*** Begin section ***
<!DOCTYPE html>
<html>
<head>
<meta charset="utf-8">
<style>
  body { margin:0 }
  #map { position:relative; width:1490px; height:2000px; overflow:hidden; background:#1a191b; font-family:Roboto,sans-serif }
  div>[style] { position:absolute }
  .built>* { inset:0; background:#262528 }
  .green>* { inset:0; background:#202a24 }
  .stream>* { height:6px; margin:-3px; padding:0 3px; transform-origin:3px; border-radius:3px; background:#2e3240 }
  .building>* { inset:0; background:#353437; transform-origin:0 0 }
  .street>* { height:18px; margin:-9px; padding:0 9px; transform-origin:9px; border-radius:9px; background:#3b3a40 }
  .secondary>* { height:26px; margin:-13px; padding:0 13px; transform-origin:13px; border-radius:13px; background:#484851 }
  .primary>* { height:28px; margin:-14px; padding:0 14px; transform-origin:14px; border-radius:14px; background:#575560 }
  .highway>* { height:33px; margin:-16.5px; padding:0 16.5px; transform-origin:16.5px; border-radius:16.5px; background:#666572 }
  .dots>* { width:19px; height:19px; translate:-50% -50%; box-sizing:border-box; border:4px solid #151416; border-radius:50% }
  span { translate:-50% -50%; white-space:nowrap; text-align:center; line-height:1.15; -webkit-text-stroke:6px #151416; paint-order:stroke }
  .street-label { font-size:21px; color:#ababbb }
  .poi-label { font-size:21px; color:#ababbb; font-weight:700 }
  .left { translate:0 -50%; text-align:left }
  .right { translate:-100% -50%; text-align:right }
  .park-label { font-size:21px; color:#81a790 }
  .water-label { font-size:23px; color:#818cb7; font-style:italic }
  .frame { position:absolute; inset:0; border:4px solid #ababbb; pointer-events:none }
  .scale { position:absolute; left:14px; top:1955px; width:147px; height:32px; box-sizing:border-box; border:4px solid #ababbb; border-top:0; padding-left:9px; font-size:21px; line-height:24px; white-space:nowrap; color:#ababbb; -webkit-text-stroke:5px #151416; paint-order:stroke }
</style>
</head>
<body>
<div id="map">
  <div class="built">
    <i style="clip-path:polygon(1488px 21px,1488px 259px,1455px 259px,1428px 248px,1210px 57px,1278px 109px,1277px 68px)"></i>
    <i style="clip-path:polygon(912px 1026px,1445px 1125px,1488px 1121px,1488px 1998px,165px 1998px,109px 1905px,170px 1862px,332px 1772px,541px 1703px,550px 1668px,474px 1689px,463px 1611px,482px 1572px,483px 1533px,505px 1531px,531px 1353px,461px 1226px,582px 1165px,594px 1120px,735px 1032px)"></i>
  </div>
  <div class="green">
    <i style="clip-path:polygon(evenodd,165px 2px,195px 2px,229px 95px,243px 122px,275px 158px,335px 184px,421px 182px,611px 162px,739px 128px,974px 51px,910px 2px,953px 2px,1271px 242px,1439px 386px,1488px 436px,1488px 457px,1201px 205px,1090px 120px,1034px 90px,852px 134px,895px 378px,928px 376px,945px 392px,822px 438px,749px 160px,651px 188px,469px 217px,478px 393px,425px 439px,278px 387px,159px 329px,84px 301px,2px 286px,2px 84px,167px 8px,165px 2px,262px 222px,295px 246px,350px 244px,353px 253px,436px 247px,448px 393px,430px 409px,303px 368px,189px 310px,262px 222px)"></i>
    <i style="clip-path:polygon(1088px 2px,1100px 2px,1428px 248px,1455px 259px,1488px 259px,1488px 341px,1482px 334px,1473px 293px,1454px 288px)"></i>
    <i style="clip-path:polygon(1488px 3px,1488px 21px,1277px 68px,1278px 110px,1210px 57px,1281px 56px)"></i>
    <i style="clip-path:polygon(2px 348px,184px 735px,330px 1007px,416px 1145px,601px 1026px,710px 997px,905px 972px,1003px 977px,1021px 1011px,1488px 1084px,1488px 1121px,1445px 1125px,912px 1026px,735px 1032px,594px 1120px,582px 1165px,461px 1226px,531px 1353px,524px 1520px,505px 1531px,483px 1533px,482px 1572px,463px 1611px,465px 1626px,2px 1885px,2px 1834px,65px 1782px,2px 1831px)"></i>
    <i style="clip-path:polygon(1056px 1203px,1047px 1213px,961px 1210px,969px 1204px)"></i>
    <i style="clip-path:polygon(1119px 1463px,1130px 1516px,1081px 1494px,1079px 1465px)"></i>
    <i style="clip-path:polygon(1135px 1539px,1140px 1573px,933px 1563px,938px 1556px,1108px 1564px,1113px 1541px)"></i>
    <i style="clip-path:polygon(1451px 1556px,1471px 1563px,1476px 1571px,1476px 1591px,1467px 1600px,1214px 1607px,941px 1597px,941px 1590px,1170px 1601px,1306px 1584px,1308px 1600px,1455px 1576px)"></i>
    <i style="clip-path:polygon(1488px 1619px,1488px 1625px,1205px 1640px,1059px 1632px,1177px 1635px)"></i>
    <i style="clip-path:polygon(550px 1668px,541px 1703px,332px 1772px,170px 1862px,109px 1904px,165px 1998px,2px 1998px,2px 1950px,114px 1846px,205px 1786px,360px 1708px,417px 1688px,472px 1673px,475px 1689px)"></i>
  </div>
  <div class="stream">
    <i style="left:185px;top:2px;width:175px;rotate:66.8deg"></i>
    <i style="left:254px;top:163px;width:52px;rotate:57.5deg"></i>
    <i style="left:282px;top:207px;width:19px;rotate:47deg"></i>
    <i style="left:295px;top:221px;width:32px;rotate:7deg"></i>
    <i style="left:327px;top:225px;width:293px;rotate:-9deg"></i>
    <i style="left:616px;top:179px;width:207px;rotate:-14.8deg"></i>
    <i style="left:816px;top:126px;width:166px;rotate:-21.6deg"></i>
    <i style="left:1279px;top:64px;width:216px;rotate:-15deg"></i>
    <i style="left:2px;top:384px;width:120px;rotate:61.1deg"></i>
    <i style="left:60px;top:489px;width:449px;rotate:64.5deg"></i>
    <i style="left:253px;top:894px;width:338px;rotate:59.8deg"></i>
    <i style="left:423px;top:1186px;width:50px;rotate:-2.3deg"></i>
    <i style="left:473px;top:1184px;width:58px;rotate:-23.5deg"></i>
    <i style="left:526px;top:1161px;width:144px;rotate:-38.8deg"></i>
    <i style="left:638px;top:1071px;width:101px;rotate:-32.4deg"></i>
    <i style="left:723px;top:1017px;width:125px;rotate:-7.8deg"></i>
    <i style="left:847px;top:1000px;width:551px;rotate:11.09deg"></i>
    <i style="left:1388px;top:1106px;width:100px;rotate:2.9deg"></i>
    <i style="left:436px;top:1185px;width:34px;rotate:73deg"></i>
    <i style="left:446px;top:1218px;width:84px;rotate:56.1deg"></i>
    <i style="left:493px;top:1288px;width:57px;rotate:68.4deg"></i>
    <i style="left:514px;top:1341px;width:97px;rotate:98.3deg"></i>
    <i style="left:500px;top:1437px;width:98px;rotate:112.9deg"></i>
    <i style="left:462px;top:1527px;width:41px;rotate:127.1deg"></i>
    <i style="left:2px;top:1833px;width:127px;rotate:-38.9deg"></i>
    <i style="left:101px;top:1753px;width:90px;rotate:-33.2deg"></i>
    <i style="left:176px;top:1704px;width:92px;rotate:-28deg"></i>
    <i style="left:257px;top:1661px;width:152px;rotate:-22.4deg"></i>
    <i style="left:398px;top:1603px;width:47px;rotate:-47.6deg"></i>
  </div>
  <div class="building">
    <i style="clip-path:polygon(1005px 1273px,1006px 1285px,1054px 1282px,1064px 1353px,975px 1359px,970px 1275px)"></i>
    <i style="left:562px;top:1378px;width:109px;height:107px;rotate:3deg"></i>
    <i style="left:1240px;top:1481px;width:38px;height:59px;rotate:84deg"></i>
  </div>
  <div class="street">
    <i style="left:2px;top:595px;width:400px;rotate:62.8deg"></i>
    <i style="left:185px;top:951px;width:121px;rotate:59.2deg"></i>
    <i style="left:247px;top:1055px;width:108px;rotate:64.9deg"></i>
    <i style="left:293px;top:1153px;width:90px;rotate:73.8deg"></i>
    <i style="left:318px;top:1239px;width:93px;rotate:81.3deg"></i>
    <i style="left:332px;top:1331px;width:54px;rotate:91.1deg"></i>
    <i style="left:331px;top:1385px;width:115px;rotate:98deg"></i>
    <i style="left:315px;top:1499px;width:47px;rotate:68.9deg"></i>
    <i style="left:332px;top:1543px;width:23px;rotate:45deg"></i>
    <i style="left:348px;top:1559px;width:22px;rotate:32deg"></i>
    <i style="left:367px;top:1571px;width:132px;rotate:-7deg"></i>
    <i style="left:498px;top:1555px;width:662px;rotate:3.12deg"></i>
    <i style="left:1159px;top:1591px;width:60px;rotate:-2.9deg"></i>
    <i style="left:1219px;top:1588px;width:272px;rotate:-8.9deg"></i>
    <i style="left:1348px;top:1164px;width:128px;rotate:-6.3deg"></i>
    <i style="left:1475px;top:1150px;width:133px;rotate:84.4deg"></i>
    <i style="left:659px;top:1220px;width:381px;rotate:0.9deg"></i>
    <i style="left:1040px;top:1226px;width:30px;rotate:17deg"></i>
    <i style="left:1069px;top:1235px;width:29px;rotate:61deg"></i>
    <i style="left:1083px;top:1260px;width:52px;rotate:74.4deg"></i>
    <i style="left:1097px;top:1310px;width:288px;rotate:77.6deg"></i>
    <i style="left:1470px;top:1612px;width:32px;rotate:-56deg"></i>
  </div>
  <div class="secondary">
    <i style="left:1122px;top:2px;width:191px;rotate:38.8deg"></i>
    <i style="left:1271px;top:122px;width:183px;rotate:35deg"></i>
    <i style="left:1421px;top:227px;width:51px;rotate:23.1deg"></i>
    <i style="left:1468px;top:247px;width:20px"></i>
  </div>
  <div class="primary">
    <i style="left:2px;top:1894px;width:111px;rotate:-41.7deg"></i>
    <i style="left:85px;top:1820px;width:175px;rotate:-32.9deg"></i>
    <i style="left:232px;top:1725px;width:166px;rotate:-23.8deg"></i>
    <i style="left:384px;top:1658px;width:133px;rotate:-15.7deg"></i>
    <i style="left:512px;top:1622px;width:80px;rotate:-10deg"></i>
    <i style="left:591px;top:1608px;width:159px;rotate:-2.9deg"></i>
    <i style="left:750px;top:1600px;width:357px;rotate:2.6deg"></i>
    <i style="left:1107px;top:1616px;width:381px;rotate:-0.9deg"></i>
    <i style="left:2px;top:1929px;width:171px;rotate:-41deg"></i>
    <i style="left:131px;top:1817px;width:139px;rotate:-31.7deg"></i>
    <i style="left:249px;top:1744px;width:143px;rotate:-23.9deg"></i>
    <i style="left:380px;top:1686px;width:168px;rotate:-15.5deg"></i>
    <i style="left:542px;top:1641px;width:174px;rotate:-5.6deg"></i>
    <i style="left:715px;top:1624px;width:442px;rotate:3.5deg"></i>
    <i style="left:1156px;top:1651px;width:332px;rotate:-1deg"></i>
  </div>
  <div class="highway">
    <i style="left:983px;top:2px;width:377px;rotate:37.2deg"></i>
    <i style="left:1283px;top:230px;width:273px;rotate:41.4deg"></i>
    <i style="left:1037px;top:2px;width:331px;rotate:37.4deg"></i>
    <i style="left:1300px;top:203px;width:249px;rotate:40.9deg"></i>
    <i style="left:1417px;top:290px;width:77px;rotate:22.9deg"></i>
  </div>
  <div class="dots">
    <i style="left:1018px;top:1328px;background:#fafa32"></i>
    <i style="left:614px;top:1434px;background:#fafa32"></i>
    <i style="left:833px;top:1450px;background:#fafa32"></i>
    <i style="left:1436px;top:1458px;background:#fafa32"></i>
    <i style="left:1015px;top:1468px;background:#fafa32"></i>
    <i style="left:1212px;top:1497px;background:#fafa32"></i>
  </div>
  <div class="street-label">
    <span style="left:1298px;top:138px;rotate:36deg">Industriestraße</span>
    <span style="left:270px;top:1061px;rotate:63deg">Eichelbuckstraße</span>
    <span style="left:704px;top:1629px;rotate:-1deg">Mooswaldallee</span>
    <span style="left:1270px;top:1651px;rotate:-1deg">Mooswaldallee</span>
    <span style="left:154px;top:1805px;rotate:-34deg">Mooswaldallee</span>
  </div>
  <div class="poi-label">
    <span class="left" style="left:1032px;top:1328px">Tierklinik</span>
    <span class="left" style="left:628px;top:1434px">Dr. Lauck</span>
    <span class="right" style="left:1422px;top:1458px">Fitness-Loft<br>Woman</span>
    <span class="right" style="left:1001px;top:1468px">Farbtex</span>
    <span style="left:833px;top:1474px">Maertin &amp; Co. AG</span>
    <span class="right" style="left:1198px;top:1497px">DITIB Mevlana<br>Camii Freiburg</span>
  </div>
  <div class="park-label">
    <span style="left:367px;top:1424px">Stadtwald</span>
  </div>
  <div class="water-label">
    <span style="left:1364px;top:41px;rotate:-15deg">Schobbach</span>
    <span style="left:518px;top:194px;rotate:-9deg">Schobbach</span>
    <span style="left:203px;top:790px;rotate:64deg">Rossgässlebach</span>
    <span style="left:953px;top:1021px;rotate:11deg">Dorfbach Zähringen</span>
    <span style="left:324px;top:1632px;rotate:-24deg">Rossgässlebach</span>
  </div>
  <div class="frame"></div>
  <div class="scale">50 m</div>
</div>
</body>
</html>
*** End section ***
*** Begin section ***
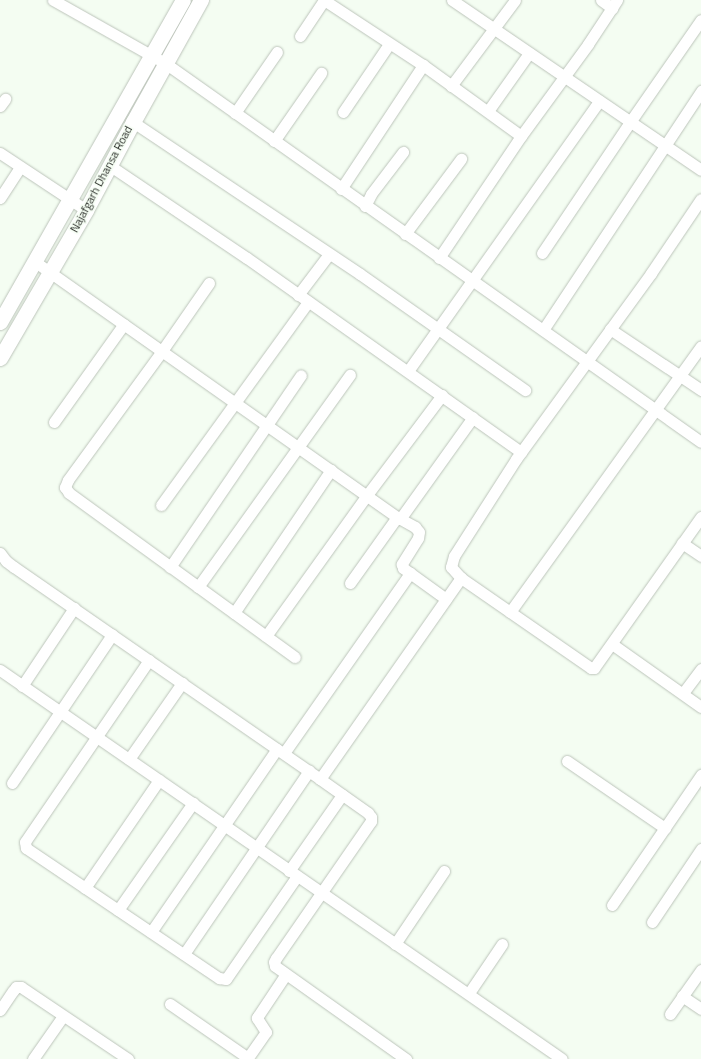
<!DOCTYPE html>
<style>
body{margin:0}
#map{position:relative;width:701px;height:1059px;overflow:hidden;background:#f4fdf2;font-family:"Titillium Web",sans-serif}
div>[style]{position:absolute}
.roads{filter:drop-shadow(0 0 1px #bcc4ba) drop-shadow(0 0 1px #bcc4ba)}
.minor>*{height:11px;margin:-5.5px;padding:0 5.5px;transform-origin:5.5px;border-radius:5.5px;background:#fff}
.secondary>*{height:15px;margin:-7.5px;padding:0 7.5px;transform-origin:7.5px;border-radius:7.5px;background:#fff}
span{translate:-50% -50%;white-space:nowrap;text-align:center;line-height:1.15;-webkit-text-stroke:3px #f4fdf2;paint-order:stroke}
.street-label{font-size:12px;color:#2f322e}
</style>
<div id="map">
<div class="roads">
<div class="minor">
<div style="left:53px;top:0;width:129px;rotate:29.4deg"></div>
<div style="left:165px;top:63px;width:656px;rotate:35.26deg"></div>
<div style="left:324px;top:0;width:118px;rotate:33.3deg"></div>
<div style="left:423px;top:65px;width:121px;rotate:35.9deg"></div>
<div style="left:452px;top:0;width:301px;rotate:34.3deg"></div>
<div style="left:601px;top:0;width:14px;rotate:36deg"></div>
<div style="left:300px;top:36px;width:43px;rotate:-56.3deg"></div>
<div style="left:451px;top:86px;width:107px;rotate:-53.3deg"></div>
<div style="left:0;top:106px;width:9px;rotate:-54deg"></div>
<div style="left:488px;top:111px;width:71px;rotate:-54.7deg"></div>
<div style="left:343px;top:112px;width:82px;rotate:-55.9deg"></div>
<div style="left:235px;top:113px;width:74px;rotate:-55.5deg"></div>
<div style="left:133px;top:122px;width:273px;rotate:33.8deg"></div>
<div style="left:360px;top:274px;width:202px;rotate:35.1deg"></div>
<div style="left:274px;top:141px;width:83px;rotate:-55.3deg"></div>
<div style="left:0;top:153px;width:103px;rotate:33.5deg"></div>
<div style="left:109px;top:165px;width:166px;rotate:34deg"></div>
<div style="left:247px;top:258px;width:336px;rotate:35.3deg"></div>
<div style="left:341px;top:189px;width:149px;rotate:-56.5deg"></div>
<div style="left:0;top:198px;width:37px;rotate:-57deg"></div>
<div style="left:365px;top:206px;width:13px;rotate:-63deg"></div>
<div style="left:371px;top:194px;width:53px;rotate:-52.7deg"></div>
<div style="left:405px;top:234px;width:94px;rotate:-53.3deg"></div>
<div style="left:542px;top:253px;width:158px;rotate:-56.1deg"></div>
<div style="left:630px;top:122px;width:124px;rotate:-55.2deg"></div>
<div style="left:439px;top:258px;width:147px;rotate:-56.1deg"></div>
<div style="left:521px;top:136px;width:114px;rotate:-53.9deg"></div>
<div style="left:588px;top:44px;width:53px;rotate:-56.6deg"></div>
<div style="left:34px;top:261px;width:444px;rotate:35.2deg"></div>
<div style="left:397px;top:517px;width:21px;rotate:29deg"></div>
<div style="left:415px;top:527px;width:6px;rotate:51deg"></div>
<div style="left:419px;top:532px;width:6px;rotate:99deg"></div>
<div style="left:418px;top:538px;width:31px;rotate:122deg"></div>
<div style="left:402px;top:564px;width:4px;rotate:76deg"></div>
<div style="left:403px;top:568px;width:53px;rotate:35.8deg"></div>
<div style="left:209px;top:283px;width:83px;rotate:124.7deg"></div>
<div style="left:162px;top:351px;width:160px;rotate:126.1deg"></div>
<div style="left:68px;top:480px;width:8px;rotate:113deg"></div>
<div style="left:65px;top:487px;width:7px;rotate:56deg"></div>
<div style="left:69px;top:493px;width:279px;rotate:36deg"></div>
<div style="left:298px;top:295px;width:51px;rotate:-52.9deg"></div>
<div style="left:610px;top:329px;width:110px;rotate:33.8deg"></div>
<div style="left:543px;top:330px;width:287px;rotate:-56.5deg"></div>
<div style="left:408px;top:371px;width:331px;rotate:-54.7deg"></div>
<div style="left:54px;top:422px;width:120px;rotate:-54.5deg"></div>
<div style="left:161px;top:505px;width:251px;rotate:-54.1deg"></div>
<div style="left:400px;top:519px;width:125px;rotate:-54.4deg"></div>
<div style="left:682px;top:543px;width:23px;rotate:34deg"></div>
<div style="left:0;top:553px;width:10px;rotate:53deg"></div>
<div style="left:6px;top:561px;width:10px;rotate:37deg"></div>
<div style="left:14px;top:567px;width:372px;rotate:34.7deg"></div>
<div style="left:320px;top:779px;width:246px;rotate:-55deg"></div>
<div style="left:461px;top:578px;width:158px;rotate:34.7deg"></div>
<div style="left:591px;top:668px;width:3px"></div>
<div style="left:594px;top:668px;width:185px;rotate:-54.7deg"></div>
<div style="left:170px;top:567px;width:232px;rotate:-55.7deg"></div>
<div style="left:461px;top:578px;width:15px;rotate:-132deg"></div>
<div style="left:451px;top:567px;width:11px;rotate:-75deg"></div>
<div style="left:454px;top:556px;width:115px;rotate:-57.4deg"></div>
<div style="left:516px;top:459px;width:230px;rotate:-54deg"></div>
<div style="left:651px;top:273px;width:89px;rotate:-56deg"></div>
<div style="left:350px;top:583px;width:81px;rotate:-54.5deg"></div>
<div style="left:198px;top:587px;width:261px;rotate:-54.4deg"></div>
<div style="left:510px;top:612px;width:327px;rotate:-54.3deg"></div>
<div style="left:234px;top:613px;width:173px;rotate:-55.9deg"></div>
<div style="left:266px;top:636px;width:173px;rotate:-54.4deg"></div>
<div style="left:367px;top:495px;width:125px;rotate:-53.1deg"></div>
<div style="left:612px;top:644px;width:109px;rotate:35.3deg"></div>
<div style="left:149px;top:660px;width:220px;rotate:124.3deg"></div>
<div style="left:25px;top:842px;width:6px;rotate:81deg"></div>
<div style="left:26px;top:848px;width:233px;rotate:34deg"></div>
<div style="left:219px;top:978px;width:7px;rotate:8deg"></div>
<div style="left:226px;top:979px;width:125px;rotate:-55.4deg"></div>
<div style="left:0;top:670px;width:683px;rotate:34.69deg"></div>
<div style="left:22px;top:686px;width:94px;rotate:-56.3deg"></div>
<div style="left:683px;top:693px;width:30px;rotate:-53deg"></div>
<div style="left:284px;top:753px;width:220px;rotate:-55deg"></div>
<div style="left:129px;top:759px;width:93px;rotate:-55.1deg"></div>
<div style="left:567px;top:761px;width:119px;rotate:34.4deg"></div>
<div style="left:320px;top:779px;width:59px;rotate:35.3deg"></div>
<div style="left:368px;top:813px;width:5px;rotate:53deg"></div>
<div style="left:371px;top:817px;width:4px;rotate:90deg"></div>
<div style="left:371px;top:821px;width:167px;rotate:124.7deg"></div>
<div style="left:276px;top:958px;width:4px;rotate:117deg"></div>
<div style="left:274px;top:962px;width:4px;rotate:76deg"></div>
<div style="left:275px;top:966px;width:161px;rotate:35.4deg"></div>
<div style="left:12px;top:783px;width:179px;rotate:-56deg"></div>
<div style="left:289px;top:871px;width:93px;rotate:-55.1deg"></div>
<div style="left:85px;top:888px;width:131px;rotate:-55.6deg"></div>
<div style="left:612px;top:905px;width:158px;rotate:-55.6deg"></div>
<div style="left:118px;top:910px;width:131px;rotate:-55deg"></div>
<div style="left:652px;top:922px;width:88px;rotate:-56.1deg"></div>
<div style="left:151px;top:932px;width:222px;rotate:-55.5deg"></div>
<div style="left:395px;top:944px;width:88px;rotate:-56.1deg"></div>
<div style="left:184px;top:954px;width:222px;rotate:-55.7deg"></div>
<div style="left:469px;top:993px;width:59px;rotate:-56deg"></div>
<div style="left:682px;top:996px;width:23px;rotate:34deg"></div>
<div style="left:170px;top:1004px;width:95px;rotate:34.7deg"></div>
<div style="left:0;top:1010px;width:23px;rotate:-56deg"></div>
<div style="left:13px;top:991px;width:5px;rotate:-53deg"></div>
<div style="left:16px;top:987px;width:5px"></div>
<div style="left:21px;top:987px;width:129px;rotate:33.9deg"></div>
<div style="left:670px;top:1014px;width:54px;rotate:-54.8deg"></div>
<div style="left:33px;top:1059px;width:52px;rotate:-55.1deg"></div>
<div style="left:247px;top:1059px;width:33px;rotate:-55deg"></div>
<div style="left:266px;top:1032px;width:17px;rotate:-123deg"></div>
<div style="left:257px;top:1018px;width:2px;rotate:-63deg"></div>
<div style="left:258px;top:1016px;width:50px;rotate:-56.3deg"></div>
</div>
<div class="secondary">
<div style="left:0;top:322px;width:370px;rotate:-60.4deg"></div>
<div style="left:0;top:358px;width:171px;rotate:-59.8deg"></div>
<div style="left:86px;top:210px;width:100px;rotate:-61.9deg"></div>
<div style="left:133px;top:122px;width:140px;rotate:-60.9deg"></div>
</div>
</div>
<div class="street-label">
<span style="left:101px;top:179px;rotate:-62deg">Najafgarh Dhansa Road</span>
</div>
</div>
*** End section ***
=== How to complete this task ===
If a line in the listing holds the word "family", list that line.

=== Answer to the problem ===
  #map { position:relative; width:1490px; height:2000px; overflow:hidden; background:#1a191b; font-family:Roboto,sans-serif }
#map{position:relative;width:701px;height:1059px;overflow:hidden;background:#f4fdf2;font-family:"Titillium Web",sans-serif}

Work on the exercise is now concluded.